In 1840, Flora and Desmond Collins live in a mansion known to the family as Rose Cottage, a nickname given to it by Carrie at some point in her childhood. It’s within easy walking distance of Collinwood, and possibly on the Collinwood estate itself.
But Quentin remembers this house as “the old McGruder place on Cumberland Road,” which he presumably remembers from his childhood in Collinwood, circa the 1870s. By 1970, the family doesn’t even know where that is. How old was old McGruder when he moved in, and why doesn’t anyone remember that Collins family members used to live there? Didn’t the McGruders call it the old Collins place?
Number thirteen: Hallie’s crush on Gerard.
And this one is the most story-bending head-scratcher of all. If there’s one thing that we absolutely remember from 1970, it’s that Tad and Carrie adore their governess, Daphne. She’s more important to the kids than anyone in their families; their destinies are irrevocably intertwined.

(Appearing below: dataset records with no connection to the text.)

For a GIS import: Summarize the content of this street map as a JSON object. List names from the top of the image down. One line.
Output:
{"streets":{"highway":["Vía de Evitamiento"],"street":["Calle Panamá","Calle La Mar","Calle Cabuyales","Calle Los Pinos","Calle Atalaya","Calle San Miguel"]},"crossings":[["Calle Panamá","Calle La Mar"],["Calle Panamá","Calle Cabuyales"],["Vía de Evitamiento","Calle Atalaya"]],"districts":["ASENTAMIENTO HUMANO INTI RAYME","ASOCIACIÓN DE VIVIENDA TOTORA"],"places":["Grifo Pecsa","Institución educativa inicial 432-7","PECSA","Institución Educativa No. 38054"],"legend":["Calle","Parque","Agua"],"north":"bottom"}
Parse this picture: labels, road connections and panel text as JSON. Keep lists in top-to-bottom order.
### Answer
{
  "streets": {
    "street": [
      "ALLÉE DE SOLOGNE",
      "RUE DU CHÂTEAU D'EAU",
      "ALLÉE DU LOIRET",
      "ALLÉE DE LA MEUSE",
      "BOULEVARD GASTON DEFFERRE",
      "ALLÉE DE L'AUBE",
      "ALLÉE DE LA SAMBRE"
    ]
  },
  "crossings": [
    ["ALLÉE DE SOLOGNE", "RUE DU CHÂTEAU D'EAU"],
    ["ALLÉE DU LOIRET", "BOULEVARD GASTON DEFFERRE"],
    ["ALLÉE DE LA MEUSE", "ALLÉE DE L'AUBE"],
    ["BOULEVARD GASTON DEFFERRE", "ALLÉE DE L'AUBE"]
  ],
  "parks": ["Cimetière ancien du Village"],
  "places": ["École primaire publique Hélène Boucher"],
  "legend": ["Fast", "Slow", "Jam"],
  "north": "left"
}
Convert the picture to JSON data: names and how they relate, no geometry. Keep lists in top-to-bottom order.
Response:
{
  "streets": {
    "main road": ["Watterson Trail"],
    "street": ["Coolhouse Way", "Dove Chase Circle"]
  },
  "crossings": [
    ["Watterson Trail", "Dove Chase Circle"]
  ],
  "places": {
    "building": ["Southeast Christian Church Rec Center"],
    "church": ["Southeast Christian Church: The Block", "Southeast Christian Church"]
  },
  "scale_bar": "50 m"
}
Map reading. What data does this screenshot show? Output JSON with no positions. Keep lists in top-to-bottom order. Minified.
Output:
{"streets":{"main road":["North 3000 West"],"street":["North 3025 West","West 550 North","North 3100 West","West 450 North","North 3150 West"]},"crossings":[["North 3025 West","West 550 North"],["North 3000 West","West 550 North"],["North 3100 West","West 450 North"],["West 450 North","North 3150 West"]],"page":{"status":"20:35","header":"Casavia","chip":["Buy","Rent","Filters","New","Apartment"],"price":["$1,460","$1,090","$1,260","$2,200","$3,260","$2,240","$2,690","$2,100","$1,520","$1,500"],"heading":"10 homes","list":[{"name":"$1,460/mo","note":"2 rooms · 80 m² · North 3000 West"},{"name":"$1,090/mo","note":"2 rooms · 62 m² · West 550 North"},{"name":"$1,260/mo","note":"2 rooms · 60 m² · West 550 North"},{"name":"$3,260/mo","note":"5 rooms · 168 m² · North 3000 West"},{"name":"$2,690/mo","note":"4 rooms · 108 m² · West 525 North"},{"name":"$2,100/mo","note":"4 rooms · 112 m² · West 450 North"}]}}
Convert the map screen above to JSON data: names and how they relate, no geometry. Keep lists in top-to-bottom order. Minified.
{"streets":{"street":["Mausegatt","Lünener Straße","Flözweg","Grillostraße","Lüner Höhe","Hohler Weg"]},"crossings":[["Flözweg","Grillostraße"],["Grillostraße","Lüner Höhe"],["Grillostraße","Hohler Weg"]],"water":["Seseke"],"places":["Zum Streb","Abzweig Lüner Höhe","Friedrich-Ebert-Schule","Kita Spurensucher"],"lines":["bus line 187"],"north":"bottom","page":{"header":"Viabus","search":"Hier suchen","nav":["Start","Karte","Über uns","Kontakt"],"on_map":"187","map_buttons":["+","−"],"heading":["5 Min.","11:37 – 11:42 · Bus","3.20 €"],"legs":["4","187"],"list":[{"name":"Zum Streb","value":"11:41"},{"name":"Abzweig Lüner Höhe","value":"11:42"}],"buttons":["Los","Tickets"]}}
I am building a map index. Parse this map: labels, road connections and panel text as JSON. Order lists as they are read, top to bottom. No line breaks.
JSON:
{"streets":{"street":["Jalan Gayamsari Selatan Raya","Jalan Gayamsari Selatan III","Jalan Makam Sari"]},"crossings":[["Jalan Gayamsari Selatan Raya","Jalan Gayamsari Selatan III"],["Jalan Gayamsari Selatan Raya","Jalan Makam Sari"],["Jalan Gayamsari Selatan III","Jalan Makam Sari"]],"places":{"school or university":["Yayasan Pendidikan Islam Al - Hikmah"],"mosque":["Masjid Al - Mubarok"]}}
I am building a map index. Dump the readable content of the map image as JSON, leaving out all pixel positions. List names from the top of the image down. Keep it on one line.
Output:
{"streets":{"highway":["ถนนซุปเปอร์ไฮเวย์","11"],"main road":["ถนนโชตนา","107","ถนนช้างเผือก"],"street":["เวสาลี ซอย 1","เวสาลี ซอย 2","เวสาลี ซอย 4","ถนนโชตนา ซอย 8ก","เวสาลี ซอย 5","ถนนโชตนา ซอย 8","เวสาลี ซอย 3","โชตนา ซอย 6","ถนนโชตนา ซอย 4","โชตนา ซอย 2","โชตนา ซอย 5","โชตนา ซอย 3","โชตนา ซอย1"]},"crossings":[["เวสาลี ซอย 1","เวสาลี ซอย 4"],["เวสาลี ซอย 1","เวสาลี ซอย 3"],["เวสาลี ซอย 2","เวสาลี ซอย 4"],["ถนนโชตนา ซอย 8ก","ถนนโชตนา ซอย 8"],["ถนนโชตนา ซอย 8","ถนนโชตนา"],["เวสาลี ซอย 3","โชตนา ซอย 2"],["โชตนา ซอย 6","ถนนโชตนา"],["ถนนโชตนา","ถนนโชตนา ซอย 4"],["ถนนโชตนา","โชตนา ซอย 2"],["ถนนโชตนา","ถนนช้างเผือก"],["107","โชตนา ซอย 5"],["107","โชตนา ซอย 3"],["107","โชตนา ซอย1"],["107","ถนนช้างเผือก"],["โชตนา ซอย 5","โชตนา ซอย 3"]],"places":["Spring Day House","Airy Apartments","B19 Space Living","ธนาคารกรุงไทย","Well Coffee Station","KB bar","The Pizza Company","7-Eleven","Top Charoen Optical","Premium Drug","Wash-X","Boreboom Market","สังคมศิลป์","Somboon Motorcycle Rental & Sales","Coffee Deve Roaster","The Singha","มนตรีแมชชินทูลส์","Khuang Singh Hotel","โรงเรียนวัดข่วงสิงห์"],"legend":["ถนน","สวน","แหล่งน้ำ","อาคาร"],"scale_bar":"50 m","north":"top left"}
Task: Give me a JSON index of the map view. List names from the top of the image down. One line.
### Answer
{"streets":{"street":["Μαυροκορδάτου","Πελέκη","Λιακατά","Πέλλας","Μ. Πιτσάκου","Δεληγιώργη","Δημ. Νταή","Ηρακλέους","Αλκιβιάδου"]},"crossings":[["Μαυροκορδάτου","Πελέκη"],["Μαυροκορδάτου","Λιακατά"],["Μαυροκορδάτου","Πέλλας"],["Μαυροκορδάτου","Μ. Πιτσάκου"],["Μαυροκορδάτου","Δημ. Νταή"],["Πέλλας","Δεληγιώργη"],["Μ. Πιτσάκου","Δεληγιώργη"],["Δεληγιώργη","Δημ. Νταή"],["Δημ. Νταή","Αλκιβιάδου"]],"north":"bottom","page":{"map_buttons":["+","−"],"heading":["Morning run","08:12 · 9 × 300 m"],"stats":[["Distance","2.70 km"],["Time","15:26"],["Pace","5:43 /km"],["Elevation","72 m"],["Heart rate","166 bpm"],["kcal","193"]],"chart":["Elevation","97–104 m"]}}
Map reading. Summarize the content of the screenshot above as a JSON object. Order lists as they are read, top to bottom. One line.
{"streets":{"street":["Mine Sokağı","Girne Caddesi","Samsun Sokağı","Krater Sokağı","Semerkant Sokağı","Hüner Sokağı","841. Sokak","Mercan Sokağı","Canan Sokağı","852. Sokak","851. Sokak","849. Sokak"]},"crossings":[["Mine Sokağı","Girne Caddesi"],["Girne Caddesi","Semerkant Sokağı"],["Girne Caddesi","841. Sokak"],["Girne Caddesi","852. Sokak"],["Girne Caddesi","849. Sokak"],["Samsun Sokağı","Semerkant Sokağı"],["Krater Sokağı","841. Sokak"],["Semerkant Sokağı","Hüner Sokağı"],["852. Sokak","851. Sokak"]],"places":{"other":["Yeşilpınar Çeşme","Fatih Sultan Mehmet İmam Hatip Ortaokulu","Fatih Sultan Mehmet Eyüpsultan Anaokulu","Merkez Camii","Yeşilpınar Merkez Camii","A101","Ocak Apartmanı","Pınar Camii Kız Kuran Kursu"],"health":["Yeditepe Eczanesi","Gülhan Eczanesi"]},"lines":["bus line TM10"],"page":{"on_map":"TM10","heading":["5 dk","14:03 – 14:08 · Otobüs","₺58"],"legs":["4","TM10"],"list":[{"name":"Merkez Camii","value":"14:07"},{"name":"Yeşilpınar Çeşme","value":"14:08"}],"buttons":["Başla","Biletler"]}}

But in today’s episode, Carrie returns from a trip to Boston, and meets Daphne for the first time. “Hello, Miss Harridge,” Carrie says. “Well, if you’ll excuse me, there’s someone I have to see.” And then she exits, going upstairs to say hi to Gerard. All wound up and ready for romance with this handsome houseguest, she tells him, “One thing Boston did teach me was, I’m too old for a governess.”
Now, there’s two and a half months left, which I suppose is enough time for Tad and Carrie to fall in love with Daphne and learn to fear Gerard, but the track record does not inspire confidence. Sometimes I think this might not be a documentary, after all.
Tomorrow: The Golden Moment.
Dark Shadows bloopers to watch out for:
At the beginning of Gerard’s second scene in act 1, as Gerard says, “What powers do you hold?” somebody walks by off-camera, and they’re reflected in the head’s glass case.
In Carrie’s line about being too old for a governess, she calls the city “Boe-ston”.
When Gerard opens Judah’s journal, he has to hold it in place for the camera to get a shot of the cover. He watches offscreen for his cue to turn it around, and start writing in it.
Daphne has come to Rose Cottage to get the newspapers from 1803 that Desmond took from the newspaper archive. He opens a cabinet, and hands Daphne a newspaper — but the headline is about Otis Greene’s death, which happened just a month ago.
The footage of the sea crashing on the rocks under Widow’s Hill is terribly old and scratched up, plus it’s in black and white. I guess it’s been a while since we’ve been up to Widow’s Hill, they must have mislaid the color footage.
When Gerard whirls around after throwing the head, you can see the top of the set.
Gerard says, “Well, now, Carrie, go back and tell Flora good night for me, will you — won’t you, please?”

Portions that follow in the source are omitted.